The pandemic was brought up in the debate and Pence was put on the defense as Senator Harris attacked his poor work as head of the pandemic response team. The ineffectiveness of the Trump administration in responding to the pandemic has been a central point of the Biden campaign, and Harris stated that a national response was required and would be implemented if Biden was elected president. Pence’s response was that Biden had “plagiarized” the Trump administration’s pandemic response plan (certified false by the New York Times) and that the American people had responded admirably to the state mandates put in place. He implied no national response was needed and the states had been effective at individual enforcement. The United States is behind only Brazil and Spain in terms of developed countries who have been devastated by the virus.

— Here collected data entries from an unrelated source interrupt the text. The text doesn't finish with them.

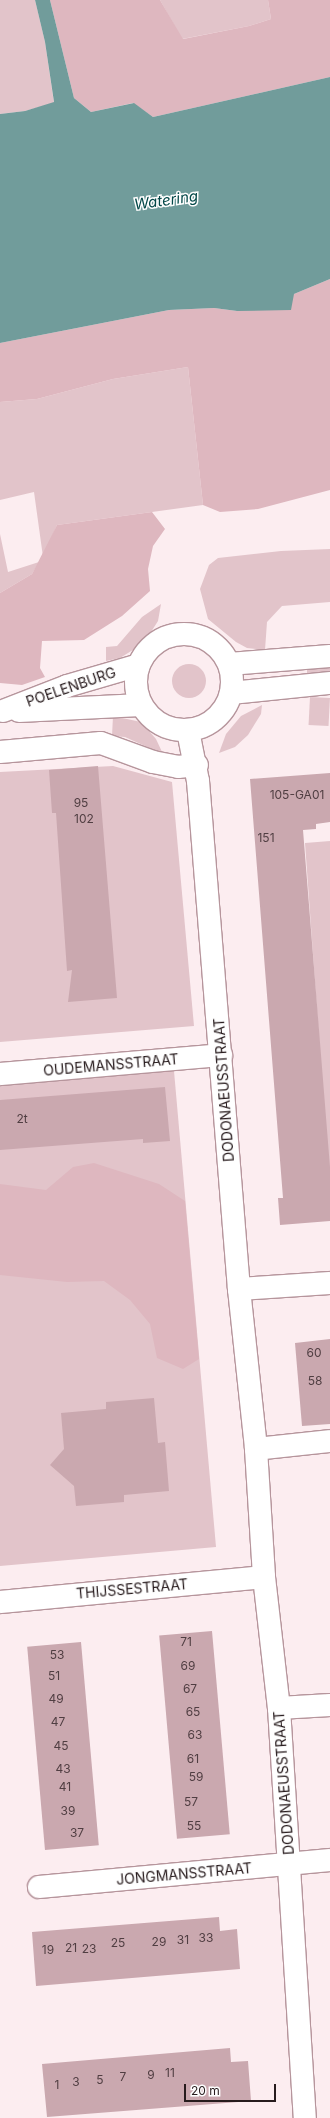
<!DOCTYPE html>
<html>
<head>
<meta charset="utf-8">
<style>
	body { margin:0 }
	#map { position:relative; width:330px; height:2118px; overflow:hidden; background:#fcedf0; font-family:Inter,sans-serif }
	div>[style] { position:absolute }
	.green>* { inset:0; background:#e2c4ca; transform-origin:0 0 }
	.round { border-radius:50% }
	.forest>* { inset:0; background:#deb7bf }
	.water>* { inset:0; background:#719c9b }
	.building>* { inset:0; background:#caa8af; transform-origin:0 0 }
	.roads { filter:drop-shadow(1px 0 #b6959c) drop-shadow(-1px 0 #b6959c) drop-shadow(0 1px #b6959c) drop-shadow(0 -1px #b6959c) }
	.minor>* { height:22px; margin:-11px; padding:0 11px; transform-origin:11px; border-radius:11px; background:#fff }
	.tertiary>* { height:22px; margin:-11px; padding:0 11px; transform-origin:11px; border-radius:11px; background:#fff }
	.tertiary>.ring { margin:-11px; padding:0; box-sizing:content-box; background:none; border:22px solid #fff; border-radius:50% }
	span { translate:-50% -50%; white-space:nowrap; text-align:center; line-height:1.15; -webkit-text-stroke:3px #fefefe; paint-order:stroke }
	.number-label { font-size:12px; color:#503e42 }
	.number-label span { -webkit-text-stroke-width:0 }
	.street-label { font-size:14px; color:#271b1d }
	.water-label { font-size:15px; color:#034848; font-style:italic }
	.scale { position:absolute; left:184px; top:2084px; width:92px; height:18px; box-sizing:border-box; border:2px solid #271b1d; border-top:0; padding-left:5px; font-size:12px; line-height:14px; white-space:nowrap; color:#271b1d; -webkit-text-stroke:3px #fefefe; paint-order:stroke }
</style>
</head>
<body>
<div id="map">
	<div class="green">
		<div style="clip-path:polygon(0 0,35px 0,45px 42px,54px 103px,25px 111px,0 114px)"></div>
		<div style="clip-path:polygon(160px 0,268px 0,271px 19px,249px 26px,182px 39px)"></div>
		<div style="clip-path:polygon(188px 367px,203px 505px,57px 525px,43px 557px,34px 492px,0 500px,0 402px,37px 399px,113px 379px)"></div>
		<div style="clip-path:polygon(0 534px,8px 572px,39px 562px,32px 574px,0 593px)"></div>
		<div style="clip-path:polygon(330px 549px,330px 602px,282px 606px,267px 622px,265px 650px,247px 648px,236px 642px,208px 619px,200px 589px,209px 565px,218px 558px,281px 551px)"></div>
		<div style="clip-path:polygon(161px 604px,158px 621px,144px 643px,120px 658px,106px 661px,106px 647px,117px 646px,142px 617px)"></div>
		<div class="round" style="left:172px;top:664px;width:34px;height:34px"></div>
		<div style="left:330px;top:665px;width:11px;height:23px;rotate:90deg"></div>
		<div style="left:310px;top:697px;width:20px;height:28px;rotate:3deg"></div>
		<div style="clip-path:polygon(262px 705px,261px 714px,248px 735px,235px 747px,219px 753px,226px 734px,241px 716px)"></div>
		<div style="clip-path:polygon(113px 716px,141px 722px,156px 739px,163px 754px,125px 737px,112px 736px)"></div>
		<div style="clip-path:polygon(113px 766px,172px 782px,194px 1026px,0 1042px,0 772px)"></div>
		<div style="clip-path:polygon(330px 841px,330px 1191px,305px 843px)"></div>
		<div style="clip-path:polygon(174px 1071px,216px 1547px,0 1566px,0 1086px)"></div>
	</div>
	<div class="forest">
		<div style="clip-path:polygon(50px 0,160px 0,183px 39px,249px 26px,271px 19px,268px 0,330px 0,330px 77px,153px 117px,133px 103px,91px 112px,74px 98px)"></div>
		<div style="clip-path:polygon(330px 279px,330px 490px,258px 509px,220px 512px,203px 505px,188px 367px,113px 379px,37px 399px,0 402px,0 343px,169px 310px,214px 308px,237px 311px,294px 294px)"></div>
		<div style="clip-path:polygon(152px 512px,165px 529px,153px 546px,148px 569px,150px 591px,122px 616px,84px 640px,42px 641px,40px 668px,45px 677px,22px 685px,0 683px,0 593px,32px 574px,57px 525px)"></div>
		<div style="clip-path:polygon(94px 1163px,159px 1184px,185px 1201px,199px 1359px,183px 1369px,157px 1358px,150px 1324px,130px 1300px,104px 1281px,67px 1282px,0 1275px,0 1184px,46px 1190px,73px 1167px)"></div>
	</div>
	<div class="water">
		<div style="clip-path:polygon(35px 0,50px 0,74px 98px,91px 112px,134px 103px,153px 117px,330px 77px,330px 279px,294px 294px,291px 310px,237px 311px,214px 308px,169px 310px,0 343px,0 114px,25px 111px,54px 102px,45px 42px)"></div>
	</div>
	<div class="building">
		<div style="clip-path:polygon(98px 766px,117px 998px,68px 1002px,72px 970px,67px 971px,56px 813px,52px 813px,49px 770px)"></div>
		<div style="clip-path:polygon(330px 773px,330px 822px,316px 824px,316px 829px,303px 830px,330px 1167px,330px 1221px,280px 1225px,278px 1198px,283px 1198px,250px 779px)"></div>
		<div style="clip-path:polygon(165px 1087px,170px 1141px,143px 1143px,143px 1139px,0 1150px,0 1100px)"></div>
		<div style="clip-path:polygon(330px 1339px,330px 1424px,302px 1426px,295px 1343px)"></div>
		<div style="clip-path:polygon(154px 1398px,158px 1443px,165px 1442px,169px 1491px,124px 1495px,124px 1502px,76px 1506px,74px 1486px,50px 1465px,64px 1449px,61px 1413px,106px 1409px,106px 1402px)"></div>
		<div style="left:212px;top:1631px;width:204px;height:53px;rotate:85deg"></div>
		<div style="left:81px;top:1642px;width:204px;height:54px;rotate:85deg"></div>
		<div style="clip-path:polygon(219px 1917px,220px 1931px,237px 1929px,240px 1969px,36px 1986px,32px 1932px)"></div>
		<div style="clip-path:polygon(230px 2048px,231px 2062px,248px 2061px,251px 2101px,47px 2117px,42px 2064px)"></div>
	</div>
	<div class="roads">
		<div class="minor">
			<div style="left:188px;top:731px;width:51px;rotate:78.7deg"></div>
			<div style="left:198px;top:781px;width:510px;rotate:85.39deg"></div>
			<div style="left:239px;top:1289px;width:161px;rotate:83.9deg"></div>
			<div style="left:256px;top:1449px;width:128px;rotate:86.4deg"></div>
			<div style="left:264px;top:1577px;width:132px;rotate:83.5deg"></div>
			<div style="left:279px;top:1708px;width:411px;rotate:86.4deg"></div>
			<div style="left:0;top:752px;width:101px;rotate:-5.1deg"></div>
			<div style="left:101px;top:743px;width:55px;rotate:20.1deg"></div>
			<div style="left:153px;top:762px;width:25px;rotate:11deg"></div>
			<div style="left:178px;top:767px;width:19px;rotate:-6deg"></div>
			<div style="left:0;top:1074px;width:222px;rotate:-4.9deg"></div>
			<div style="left:239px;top:1289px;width:91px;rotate:-3.8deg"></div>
			<div style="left:256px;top:1449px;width:74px;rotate:-6.2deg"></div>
			<div style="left:0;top:1602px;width:265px;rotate:-5.4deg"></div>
			<div style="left:279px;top:1708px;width:51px;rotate:-3.4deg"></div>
			<div style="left:39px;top:1887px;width:292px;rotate:-5.3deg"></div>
		</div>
		<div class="tertiary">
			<div class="ring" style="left:136px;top:634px;width:74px;height:74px"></div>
			<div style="left:229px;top:664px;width:101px;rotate:-4.5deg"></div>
			<div style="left:231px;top:693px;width:100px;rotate:-5.8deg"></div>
			<div style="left:3px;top:711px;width:69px;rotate:-21.3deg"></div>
			<div style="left:67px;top:686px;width:75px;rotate:-16.3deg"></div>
			<div style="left:19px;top:711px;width:122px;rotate:-2.8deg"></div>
		</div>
	</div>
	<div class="number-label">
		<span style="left:297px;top:795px">105-GA01</span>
		<span style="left:81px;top:803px">95</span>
		<span style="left:84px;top:819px">102</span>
		<span style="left:266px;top:838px">151</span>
		<span style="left:22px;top:1119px">2t</span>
		<span style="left:314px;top:1353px">60</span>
		<span style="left:315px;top:1381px">58</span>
		<span style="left:186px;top:1642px">71</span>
		<span style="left:57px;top:1655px">53</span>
		<span style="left:188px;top:1666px">69</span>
		<span style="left:54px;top:1676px">51</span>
		<span style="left:190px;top:1689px">67</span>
		<span style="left:56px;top:1699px">49</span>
		<span style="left:193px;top:1712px">65</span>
		<span style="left:58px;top:1722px">47</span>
		<span style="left:195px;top:1735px">63</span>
		<span style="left:61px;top:1746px">45</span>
		<span style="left:193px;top:1759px">61</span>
		<span style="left:63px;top:1769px">43</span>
		<span style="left:196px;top:1777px">59</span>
		<span style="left:65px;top:1787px">41</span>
		<span style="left:191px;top:1802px">57</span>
		<span style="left:68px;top:1811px">39</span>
		<span style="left:194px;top:1826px">55</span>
		<span style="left:77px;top:1833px">37</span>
		<span style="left:206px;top:1938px">33</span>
		<span style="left:183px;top:1940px">31</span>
		<span style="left:159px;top:1942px">29</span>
		<span style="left:118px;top:1943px">25</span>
		<span style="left:71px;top:1948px">21</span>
		<span style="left:89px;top:1949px">23</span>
		<span style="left:48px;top:1950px">19</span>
		<span style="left:170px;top:2073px">11</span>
		<span style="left:151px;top:2075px">9</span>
		<span style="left:123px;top:2077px">7</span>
		<span style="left:100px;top:2080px">5</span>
		<span style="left:76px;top:2082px">3</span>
		<span style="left:57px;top:2085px">1</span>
	</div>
	<div class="street-label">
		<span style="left:71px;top:687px;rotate:-19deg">POELENBURG</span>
		<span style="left:111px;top:1065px;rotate:-5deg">OUDEMANSSTRAAT</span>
		<span style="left:224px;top:1090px;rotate:-94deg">DODONAEUSSTRAAT</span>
		<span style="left:132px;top:1589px;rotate:-5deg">THIJSSESTRAAT</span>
		<span style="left:284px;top:1783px;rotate:-94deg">DODONAEUSSTRAAT</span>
		<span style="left:184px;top:1874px;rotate:-5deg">JONGMANSSTRAAT</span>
	</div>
	<div class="water-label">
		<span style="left:166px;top:200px;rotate:-8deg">Watering</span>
	</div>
	<div class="scale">20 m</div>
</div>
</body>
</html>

Senator Harris was also evasive about a question Vice President Pence threw at her. He came after her and Biden’s opposition to the appointment of Judge Amy Barrett to the Supreme Court and accused the Biden campaign of “packing the court” or adding more justices, who would support their more liberal policies, essentially changing the rules when they weren’t working for their agenda. In response, Senator Harris recounted a story from Abraham Lincoln’s presidency. Lincoln was faced with an opening in the Supreme Court while running for reelection, and instead of immediately filling the vacancy, Lincoln declared the winner of the election would. While not directly addressing the issue of packing the court, this puts a lot of pressure on Pence and the Trump administration to emulate an almost deified president, and to demonstrate confidence in their campaign by waiting to appoint a new justice.

Both candidates also avoided questions about the age of their running-mates. As Moderator Page pointed out early in the debate, whichever presidential candidate wins will make history by becoming the oldest American president ever elected to office. Both are near octogenarians. Though Pence avoided discussing the president’s recent COVID-19 diagnosis and its implications, and Harris emphasized Biden’s modernity and alignment with the American people, either vice presidential candidate could easily become president within the next four years.

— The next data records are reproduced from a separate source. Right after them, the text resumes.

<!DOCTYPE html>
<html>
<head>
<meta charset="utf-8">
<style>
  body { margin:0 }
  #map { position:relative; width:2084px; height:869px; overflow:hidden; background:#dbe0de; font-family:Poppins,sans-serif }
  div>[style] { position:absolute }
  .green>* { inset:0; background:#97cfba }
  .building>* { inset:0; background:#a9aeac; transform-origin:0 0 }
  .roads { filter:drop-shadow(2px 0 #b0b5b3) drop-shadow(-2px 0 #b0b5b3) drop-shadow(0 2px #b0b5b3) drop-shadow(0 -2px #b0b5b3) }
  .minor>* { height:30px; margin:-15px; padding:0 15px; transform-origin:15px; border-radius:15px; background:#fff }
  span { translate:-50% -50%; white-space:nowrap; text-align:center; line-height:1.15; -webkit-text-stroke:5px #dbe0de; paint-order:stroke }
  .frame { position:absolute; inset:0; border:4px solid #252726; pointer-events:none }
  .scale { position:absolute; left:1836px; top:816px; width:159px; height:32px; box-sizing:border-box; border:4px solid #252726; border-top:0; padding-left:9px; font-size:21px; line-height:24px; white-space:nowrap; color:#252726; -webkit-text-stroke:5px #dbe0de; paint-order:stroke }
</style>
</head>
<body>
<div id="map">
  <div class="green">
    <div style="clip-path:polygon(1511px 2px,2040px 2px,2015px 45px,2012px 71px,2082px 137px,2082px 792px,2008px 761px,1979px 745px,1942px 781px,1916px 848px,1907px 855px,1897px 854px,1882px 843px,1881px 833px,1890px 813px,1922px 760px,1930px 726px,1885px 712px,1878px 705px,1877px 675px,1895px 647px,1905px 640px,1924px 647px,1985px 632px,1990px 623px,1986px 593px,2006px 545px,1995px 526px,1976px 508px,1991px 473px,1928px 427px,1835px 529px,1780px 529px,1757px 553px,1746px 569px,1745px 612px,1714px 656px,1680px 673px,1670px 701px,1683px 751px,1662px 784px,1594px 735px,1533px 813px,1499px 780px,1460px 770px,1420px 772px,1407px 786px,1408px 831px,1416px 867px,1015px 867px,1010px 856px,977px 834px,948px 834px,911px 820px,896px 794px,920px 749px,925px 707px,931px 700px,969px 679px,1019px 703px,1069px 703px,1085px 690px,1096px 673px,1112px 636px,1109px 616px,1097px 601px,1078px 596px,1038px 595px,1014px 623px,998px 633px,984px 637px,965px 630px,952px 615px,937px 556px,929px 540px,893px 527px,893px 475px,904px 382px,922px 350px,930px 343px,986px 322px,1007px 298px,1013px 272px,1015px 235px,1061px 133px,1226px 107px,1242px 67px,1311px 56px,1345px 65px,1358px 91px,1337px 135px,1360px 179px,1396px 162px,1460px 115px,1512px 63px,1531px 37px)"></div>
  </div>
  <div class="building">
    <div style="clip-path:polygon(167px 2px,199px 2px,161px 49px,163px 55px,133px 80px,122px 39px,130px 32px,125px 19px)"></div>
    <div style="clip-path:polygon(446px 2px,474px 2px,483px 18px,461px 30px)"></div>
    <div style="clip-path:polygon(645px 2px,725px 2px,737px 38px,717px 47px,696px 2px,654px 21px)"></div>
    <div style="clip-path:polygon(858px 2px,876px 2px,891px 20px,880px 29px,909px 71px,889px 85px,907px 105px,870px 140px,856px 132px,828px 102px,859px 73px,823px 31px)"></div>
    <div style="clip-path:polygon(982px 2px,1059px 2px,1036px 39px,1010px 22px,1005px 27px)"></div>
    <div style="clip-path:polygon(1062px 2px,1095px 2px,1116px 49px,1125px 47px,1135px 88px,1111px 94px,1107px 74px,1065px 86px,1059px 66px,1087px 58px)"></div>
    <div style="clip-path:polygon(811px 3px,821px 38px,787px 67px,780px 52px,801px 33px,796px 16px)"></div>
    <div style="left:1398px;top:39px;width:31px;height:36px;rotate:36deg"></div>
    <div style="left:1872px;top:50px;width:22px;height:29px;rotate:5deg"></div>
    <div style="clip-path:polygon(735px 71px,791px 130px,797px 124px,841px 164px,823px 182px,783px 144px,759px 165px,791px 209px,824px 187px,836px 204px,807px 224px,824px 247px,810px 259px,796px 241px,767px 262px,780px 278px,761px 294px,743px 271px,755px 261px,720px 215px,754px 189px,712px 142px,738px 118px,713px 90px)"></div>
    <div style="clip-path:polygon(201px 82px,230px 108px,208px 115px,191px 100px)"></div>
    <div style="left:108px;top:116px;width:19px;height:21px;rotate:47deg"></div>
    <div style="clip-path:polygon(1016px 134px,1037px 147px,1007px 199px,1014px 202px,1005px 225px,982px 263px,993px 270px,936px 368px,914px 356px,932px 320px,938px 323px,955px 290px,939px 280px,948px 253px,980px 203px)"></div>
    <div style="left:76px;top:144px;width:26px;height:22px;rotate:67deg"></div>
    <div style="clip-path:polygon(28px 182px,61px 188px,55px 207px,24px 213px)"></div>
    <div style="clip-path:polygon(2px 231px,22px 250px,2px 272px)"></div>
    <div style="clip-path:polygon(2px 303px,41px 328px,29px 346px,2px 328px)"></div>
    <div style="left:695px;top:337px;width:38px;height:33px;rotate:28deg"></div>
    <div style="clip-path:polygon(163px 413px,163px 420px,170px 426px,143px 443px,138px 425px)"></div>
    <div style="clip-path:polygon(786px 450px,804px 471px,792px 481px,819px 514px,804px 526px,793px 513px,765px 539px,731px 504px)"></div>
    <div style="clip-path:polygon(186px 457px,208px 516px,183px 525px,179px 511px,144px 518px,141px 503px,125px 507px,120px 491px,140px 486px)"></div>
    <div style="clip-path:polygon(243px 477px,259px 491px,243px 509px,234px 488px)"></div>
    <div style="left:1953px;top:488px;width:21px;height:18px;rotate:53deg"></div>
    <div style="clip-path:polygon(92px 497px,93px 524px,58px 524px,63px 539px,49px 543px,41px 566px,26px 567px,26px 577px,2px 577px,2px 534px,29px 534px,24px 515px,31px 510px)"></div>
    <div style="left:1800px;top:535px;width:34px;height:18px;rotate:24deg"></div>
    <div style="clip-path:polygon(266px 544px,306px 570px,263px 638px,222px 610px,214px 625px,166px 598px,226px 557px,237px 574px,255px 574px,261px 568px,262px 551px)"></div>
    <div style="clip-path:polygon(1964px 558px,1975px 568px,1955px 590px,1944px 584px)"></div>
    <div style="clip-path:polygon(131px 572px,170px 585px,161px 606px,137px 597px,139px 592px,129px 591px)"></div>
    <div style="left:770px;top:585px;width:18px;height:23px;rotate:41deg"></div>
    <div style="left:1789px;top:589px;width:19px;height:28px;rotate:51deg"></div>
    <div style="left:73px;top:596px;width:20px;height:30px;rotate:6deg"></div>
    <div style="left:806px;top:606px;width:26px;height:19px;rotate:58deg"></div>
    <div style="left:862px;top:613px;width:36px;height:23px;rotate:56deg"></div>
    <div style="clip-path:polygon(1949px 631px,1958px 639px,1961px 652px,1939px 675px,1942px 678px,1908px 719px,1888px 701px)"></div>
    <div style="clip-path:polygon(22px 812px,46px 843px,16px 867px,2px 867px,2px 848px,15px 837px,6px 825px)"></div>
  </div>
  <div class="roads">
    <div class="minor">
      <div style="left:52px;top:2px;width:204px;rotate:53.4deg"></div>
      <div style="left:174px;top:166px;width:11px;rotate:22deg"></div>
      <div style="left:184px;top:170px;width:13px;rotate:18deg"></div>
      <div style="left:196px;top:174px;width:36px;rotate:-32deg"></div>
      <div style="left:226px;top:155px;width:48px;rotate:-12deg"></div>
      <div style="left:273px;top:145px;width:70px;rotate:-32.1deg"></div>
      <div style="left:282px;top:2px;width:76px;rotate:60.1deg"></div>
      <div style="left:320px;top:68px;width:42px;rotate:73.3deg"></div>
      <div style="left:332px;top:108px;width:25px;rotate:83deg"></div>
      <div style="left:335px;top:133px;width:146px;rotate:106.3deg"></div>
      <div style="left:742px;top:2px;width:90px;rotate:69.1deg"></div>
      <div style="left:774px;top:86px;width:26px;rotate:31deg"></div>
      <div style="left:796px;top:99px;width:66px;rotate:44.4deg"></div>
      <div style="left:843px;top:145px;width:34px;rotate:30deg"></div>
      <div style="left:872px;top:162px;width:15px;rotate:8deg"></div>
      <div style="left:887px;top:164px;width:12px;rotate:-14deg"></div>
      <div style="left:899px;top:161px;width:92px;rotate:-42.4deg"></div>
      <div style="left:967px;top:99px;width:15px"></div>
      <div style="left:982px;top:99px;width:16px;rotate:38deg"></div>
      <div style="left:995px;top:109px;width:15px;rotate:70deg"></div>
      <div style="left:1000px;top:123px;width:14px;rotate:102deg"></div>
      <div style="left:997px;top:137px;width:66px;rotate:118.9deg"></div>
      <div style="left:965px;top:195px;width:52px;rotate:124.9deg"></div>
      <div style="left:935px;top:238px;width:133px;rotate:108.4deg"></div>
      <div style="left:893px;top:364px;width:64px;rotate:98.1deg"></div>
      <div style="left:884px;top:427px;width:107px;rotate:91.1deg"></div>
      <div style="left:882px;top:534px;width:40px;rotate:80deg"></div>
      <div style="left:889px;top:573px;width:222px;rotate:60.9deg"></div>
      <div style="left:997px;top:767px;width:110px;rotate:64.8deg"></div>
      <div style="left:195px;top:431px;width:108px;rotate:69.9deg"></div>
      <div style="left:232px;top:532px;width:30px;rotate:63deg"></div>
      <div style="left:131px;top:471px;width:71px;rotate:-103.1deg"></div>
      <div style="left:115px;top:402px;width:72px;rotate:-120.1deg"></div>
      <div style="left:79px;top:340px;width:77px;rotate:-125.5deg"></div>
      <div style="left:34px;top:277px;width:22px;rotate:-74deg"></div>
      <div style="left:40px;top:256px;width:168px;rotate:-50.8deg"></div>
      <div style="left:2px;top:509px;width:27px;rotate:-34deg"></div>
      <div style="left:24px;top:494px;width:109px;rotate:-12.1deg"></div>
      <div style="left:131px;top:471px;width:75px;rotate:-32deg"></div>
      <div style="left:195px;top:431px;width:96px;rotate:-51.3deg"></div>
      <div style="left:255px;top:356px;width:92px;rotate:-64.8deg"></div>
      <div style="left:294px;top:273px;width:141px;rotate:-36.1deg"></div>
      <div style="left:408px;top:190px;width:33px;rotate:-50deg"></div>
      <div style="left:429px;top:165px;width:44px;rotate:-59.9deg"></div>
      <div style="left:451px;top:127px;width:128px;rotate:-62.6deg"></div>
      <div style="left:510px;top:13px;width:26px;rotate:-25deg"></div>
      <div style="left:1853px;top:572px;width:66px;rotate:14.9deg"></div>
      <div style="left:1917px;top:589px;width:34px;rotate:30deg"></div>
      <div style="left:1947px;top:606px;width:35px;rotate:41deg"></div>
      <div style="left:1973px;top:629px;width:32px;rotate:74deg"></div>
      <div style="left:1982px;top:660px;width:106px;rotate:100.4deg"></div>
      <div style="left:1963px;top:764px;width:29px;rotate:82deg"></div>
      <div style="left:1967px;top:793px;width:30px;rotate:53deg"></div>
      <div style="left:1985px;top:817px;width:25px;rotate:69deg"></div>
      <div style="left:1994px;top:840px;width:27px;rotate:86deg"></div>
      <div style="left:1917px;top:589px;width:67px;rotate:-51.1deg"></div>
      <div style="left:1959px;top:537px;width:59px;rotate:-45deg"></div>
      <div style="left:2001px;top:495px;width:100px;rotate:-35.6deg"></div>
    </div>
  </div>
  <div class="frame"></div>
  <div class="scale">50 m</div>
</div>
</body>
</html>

Though the debate was mostly a recitation of partisan talking points and one conspicuous incident where a fly landed on Vice President Pence and remained there for four minutes, it did sound more like a debate than the messy presidential argument last week. Recent reports say that President Trump has refused to participate in a virtual debate, which the next one had been planned to be, so who knows if another face-off between the presidential candidates will happen? In any case, the race seems more divided than ever and the vice-presidential debate shows that tensions continue to rise on both sides.